Background: 

Postconditioning (PC) is a widely studied way to limit cardiac damage after ischemia. The mechanisms involved are incompletely understood, but roles for delayed pH recovery have been addressed. Here, we investigated the effects of brief acidic reperfusion, or of inhibition of the Na⁺/H⁺ exchanger NHE1 by EIPA at onset of reperfusion, on ischemia/reperfusion (I/R) damage in Langendorf-perfused rat hearts and cultured HL-1 mouse cardiomyocytes.

Methods: 

Langendorf-perfused rat hearts were exposed to 35 min global no-flow ischemia and 120 min reperfusion. Treatments at onset of reperfusion were: (i) control (Krebs-Henseleit, pH 7.4); (ii) 15 min pH 6.5; (iii) 6x10 s reperfusion/ischemia cycles (PC), and (iv) 15 min EIPA (3 mM). HL-1 cardiomyocytes were treated similarly, with simulated I/R conducted in a closed incubator-workstation unit.

Results: 

Left ventricular end diastolic pressure (LVeDP) and infarct size were reduced by PC or acidic reperfusion, LVeDP more so after acidic reperfusion. Left ventricular developed pressure (LVDP) recovery was improved by acidic reperfusion yet not by PC. In contrast, EIPA modestly increased LVeDP and infarct size, and significantly attenuated LVDP recovery.
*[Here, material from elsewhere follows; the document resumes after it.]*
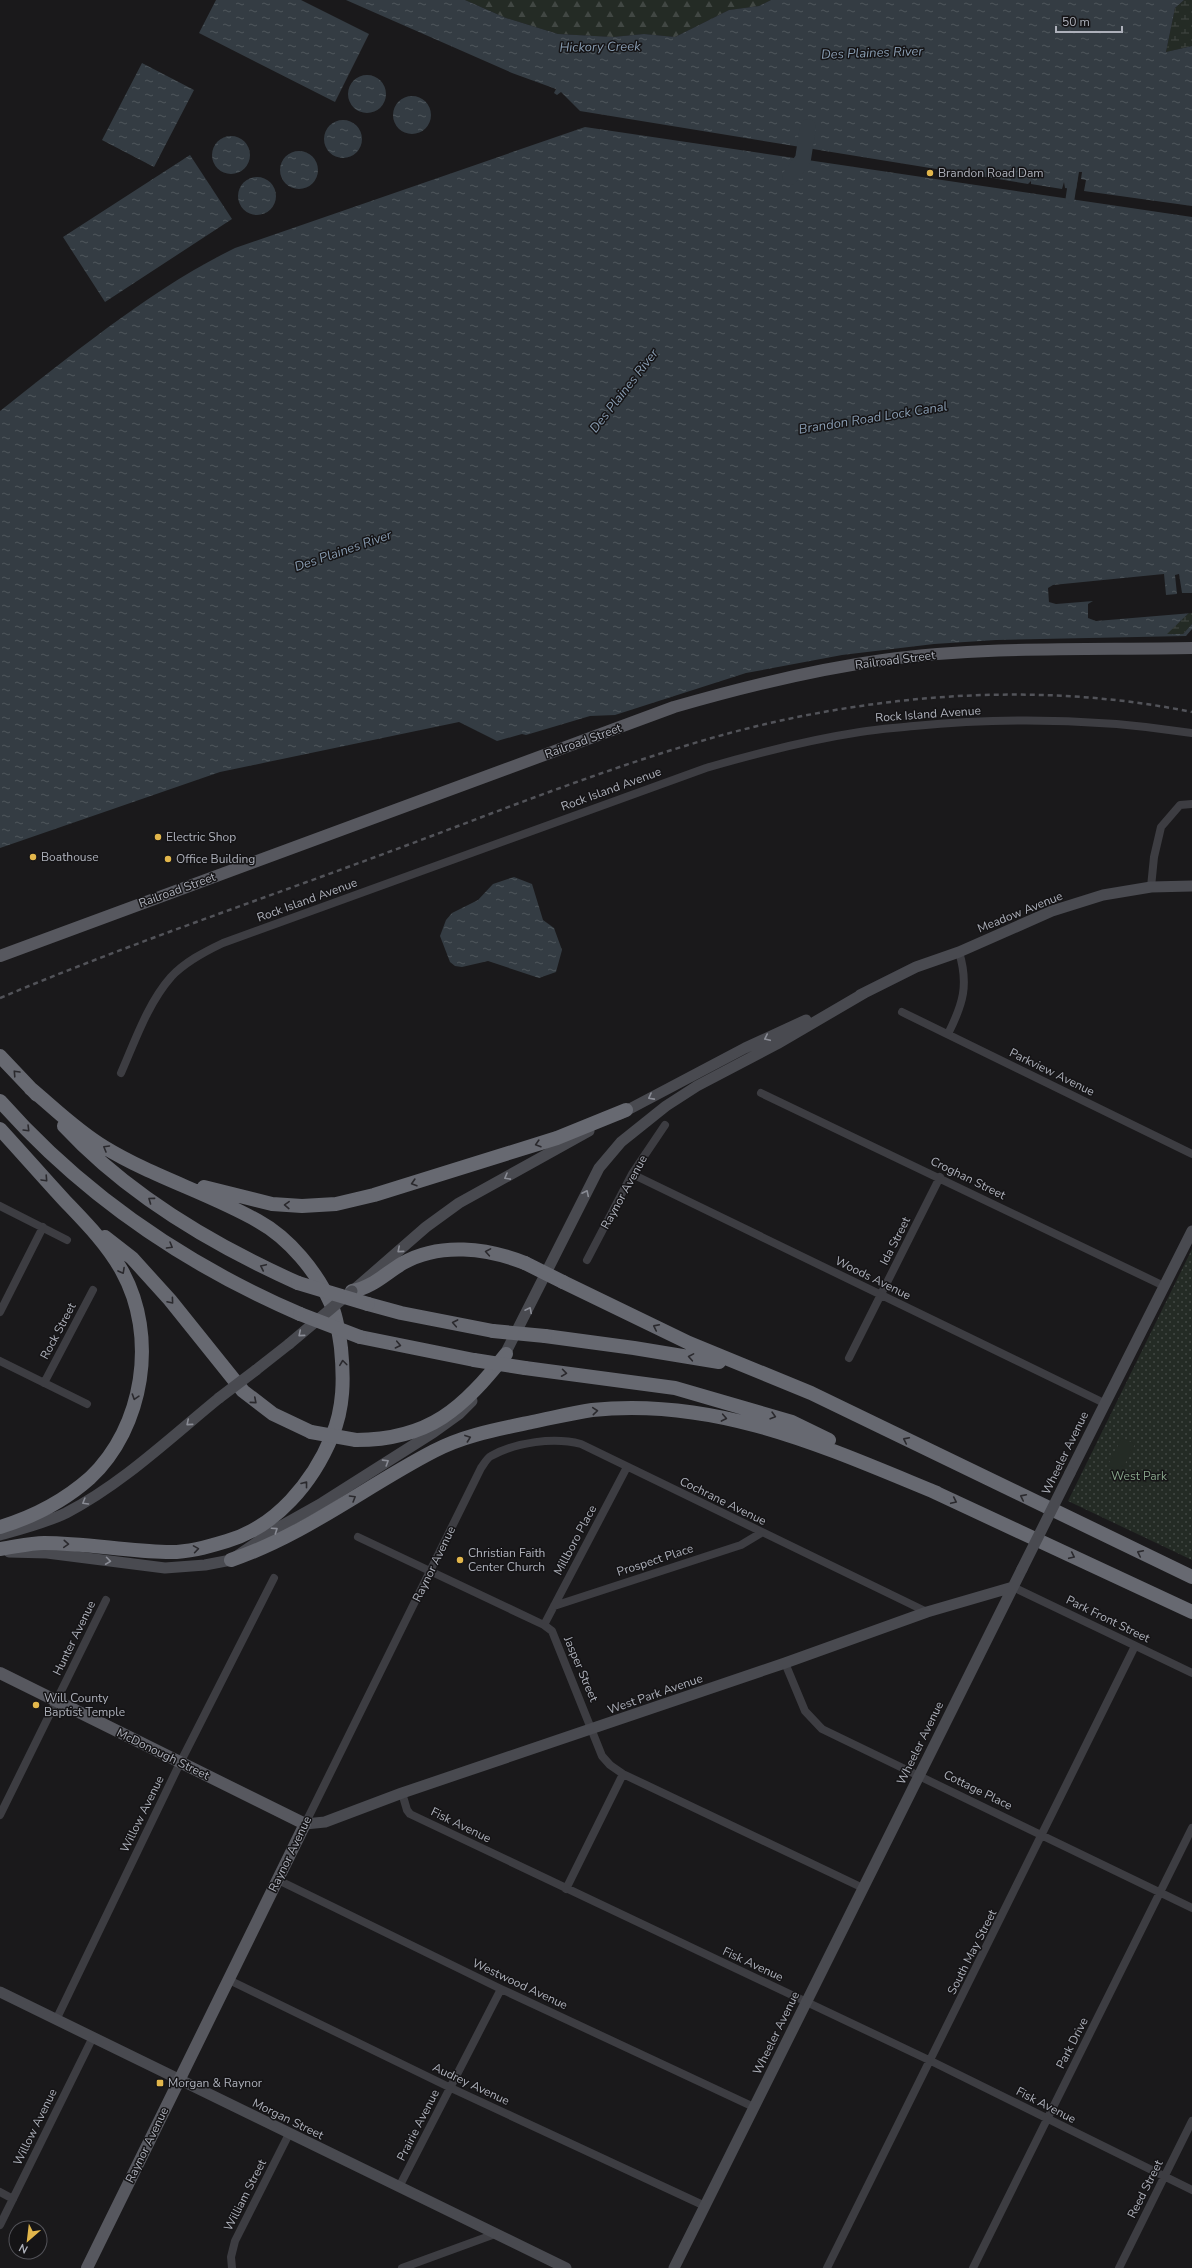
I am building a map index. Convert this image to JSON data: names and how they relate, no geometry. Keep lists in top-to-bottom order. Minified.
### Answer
{"streets":{"main road":["Railroad Street","Raynor Avenue","McDonough Street"],"street":["Rock Island Avenue","Meadow Avenue","Parkview Avenue","Croghan Street","Ida Street","Woods Avenue","Rock Street","Wheeler Avenue","Cochrane Avenue","Millboro Place","Prospect Place","Park Front Street","Hunter Avenue","Jasper Street","West Park Avenue","Cottage Place","Willow Avenue","Fisk Avenue","South May Street","Westwood Avenue","Park Drive","Audrey Avenue","Morgan Street","Prairie Avenue","Reed Street","William Street"]},"crossings":[["Croghan Street","Ida Street"],["Croghan Street","Wheeler Avenue"],["Raynor Avenue","Woods Avenue"],["Raynor Avenue","Cochrane Avenue"],["Raynor Avenue","Jasper Street"],["Raynor Avenue","West Park Avenue"],["Raynor Avenue","McDonough Street"],["Raynor Avenue","Westwood Avenue"],["Raynor Avenue","Audrey Avenue"],["Raynor Avenue","Morgan Street"],["Ida Street","Woods Avenue"],["Woods Avenue","Wheeler Avenue"],["Wheeler Avenue","Park Front Street"],["Wheeler Avenue","Jasper Street"],["Wheeler Avenue","West Park Avenue"],["Wheeler Avenue","Cottage Place"],["Wheeler Avenue","Fisk Avenue"],["Wheeler Avenue","Westwood Avenue"],["Wheeler Avenue","Audrey Avenue"],["Cochrane Avenue","Millboro Place"],["Cochrane Avenue","Prospect Place"],["Cochrane Avenue","West Park Avenue"],["Millboro Place","Prospect Place"],["Millboro Place","Jasper Street"],["Park Front Street","West Park Avenue"],["Park Front Street","South May Street"],["Hunter Avenue","McDonough Street"],["Jasper Street","West Park Avenue"],["West Park Avenue","McDonough Street"],["West Park Avenue","Cottage Place"],["West Park Avenue","Fisk Avenue"],["McDonough Street","Willow Avenue"],["Cottage Place","South May Street"],["Cottage Place","Park Drive"],["Willow Avenue","Morgan Street"],["Fisk Avenue","South May Street"],["Fisk Avenue","Park Drive"],["Fisk Avenue","Reed Street"],["Westwood Avenue","Prairie Avenue"],["Audrey Avenue","Prairie Avenue"],["Morgan Street","Prairie Avenue"],["Morgan Street","William Street"]],"water":["Hickory Creek","Des Plaines River","Brandon Road Lock Canal"],"parks":["West Park"],"places":{"other":["Brandon Road Dam","Electric Shop","Boathouse","Office Building","Christian Faith Center Church","Will County Baptist Temple"],"transit":["Morgan & Raynor"]},"scale_bar":"50 m","north":"bottom left"}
In HL-1 cardiomyocytes in presence of HCO₃^- (allowing pH_i-regulation via HCO₃^--dependent mechanisms) I/R elicited JNK-, Akt- and caspase-3 activation, PARP cleavage and necrosis, neither of which were reduced by acidic reperfusion or EIPA.

Conclusion: 

Both PC and acidic reperfusion improved myocardial performance after I/R in whole hearts, yet to a different extent, whereas inhibition of NHE1 was detrimental. The protection of intact hearts by acidic reperfusion could not be mimicked in HL-1 cardiomyocytes.